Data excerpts
|---|

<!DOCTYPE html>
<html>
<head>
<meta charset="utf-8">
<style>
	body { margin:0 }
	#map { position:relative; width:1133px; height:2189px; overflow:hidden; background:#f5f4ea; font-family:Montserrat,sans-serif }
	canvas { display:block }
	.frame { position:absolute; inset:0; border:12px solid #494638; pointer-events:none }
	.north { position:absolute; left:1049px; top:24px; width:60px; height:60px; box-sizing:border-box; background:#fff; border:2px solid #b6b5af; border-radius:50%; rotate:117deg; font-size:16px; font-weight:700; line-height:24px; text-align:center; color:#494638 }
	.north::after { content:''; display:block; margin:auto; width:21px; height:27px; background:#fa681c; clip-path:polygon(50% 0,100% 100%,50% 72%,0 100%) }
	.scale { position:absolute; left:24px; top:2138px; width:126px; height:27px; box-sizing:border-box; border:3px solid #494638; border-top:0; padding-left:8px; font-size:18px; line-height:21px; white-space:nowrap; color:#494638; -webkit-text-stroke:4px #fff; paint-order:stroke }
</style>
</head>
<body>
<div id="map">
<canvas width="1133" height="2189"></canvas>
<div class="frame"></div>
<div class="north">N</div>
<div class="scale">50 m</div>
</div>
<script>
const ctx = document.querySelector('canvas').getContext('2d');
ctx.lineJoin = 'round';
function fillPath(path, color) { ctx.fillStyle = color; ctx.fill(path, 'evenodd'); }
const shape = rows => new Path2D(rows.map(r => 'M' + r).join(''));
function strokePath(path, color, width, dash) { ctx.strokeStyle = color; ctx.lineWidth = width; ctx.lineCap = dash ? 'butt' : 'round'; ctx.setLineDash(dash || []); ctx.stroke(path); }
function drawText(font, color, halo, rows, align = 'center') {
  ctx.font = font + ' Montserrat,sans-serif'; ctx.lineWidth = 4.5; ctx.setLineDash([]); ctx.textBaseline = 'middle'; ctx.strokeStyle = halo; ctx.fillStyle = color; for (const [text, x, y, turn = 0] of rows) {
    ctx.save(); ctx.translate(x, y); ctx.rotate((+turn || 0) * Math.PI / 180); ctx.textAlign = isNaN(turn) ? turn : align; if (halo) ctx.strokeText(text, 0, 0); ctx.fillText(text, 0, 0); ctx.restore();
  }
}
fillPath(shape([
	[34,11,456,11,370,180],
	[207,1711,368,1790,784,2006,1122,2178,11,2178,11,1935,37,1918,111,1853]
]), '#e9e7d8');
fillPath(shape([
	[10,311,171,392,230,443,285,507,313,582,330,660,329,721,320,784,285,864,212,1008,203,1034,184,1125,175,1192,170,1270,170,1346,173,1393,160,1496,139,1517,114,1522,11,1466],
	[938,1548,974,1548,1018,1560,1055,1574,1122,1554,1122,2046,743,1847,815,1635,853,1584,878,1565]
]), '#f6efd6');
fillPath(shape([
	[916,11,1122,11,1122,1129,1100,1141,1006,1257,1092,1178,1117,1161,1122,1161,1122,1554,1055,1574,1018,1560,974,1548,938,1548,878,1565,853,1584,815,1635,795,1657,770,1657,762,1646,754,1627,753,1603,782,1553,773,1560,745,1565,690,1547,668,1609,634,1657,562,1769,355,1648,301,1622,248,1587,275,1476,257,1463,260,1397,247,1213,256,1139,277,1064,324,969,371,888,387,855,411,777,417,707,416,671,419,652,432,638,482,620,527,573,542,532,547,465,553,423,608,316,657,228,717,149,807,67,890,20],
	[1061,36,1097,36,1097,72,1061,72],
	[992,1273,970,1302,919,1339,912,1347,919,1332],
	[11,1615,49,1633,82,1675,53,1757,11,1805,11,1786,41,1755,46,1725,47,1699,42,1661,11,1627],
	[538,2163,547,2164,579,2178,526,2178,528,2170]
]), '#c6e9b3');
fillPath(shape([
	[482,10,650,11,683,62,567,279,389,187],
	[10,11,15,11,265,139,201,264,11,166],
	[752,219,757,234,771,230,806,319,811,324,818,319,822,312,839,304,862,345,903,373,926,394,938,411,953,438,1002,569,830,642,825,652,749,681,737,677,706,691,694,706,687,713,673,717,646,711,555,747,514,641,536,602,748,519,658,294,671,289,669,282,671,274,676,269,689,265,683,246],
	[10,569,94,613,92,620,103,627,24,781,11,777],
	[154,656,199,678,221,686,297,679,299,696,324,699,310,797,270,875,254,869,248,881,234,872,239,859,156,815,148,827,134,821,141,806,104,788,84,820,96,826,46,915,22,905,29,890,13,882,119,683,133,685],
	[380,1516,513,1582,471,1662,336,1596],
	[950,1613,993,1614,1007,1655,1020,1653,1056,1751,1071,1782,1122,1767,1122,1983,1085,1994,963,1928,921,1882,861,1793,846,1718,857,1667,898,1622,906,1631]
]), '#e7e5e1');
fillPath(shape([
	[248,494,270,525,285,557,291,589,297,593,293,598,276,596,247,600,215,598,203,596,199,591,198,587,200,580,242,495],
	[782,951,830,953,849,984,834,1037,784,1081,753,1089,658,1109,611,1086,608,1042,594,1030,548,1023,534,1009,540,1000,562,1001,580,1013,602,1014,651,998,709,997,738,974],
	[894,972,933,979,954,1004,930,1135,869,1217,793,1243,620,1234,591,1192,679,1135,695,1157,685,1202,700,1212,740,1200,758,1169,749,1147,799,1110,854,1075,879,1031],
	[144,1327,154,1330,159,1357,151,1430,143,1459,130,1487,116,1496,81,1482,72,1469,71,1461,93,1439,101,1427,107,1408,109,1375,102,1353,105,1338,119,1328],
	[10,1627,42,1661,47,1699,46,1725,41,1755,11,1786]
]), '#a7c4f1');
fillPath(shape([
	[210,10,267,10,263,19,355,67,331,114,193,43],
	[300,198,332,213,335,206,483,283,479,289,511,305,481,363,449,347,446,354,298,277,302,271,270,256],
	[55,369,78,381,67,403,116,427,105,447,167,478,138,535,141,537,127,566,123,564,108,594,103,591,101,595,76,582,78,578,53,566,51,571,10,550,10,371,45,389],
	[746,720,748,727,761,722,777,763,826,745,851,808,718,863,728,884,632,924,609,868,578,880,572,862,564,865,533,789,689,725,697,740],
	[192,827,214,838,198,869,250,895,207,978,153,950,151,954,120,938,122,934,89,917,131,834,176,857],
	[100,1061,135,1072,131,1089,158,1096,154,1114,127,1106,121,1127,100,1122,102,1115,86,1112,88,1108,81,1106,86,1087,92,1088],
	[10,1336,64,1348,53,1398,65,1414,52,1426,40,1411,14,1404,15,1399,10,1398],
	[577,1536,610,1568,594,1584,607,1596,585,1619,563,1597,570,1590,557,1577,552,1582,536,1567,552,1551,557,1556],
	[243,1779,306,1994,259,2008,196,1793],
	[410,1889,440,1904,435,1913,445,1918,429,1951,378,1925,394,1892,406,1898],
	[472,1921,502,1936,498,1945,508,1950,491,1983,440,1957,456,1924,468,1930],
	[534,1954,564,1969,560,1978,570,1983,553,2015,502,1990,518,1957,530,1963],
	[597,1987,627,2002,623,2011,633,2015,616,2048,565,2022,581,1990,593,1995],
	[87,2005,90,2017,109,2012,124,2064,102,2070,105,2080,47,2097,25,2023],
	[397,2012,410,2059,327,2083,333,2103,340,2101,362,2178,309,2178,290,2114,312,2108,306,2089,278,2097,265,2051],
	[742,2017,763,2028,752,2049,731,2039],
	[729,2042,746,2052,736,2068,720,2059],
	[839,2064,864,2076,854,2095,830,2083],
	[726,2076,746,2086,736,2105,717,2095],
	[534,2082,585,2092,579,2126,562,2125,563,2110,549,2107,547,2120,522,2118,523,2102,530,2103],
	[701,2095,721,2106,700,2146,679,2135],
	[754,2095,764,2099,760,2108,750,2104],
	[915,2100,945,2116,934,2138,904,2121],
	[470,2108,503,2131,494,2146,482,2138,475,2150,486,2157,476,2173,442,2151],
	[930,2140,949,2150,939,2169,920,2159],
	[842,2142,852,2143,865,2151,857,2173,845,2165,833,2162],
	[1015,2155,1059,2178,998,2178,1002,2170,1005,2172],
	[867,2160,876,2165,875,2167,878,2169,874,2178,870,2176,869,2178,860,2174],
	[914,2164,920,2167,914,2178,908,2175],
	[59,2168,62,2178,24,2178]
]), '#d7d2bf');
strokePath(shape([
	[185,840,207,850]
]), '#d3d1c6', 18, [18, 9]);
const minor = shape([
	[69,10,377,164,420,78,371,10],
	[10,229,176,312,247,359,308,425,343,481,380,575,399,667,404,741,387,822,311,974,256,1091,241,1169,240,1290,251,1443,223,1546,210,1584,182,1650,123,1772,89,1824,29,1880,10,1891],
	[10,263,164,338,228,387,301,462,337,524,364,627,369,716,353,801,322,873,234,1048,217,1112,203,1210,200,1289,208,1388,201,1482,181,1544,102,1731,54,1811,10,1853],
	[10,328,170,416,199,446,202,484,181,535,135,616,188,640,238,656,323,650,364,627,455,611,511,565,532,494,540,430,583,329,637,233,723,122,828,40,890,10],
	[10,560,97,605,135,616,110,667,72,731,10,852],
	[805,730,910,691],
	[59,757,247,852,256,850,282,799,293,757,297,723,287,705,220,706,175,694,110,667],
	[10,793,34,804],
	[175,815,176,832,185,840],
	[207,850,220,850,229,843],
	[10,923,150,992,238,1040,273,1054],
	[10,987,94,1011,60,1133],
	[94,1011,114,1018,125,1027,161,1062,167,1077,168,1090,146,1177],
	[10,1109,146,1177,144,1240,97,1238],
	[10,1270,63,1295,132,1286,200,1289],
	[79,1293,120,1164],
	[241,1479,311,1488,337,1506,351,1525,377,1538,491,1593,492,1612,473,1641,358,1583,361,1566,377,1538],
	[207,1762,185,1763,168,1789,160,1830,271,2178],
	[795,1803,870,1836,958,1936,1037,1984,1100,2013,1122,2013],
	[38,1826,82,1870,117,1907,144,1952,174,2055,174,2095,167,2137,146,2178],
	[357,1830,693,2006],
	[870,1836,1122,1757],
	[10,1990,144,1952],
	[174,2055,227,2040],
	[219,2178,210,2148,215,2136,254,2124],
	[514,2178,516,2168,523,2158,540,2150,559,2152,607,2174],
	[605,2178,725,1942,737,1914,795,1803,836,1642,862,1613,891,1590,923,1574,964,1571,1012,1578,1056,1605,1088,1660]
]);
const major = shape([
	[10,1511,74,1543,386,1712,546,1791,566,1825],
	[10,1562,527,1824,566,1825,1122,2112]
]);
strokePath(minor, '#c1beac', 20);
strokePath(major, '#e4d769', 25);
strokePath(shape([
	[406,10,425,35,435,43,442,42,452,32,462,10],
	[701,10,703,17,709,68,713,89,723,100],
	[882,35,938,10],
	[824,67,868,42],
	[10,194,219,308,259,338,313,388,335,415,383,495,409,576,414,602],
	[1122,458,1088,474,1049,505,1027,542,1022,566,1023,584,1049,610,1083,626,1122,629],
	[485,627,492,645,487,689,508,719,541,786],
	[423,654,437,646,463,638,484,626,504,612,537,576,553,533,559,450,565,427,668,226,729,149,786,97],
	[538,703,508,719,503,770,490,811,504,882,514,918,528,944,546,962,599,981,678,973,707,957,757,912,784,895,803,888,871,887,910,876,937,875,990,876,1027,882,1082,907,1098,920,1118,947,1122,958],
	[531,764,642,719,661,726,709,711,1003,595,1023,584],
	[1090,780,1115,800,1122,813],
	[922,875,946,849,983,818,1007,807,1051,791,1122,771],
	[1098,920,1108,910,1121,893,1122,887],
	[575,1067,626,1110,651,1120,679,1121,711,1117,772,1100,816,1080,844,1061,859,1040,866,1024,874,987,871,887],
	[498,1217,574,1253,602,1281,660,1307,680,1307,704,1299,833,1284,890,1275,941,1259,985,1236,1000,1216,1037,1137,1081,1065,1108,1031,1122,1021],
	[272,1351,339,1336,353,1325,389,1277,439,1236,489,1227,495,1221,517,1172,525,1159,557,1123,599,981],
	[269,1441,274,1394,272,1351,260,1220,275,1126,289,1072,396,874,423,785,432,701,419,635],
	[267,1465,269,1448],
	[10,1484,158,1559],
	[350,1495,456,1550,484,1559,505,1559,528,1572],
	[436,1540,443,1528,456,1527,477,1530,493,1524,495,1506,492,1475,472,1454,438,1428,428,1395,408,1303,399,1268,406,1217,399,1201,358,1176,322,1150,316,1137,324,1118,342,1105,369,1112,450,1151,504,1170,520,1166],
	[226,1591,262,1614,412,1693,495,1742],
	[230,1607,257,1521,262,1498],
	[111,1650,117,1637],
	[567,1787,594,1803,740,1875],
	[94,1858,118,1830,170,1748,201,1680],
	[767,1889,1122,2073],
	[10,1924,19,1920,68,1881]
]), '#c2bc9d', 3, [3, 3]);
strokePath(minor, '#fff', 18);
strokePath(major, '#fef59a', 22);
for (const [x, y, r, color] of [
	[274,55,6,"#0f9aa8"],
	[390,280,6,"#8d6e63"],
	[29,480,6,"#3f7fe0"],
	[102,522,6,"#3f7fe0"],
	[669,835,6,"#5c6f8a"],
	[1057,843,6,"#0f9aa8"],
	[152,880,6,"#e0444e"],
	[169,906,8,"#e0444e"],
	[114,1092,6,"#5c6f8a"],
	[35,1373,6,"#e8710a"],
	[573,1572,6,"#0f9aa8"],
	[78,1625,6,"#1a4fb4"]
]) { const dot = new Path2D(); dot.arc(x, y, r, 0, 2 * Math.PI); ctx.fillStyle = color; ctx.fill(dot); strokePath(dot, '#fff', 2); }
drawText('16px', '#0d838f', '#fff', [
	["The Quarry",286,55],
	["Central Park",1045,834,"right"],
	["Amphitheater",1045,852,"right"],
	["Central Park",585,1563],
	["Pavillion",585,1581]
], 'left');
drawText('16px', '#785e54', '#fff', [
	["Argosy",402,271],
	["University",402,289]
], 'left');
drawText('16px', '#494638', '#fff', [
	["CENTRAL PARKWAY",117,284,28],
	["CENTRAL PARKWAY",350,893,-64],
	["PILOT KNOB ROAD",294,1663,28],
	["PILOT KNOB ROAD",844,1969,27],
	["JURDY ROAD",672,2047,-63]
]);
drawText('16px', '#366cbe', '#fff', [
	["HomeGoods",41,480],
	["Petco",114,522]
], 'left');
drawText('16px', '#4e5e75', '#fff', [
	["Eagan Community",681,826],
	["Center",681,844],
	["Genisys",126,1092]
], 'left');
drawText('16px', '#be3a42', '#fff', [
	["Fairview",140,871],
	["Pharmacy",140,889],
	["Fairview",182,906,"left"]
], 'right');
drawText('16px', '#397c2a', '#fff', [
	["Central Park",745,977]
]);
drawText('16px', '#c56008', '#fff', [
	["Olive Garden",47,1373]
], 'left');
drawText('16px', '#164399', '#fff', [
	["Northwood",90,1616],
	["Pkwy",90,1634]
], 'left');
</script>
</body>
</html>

|---|

## AIM OF THE EXERCISE:
Could you set down, word for word, only the lines above from the line with "const ctx = document.querySelector('canvas').getContext('2d');" to the line with "function drawText(font, color, halo, rows, align", including both?

## OUTPUT FOR THIS TASK:
const ctx = document.querySelector('canvas').getContext('2d');
ctx.lineJoin = 'round';
function fillPath(path, color) { ctx.fillStyle = color; ctx.fill(path, 'evenodd'); }
const shape = rows => new Path2D(rows.map(r => 'M' + r).join(''));
function strokePath(path, color, width, dash) { ctx.strokeStyle = color; ctx.lineWidth = width; ctx.lineCap = dash ? 'butt' : 'round'; ctx.setLineDash(dash || []); ctx.stroke(path); }
function drawText(font, color, halo, rows, align = 'center') {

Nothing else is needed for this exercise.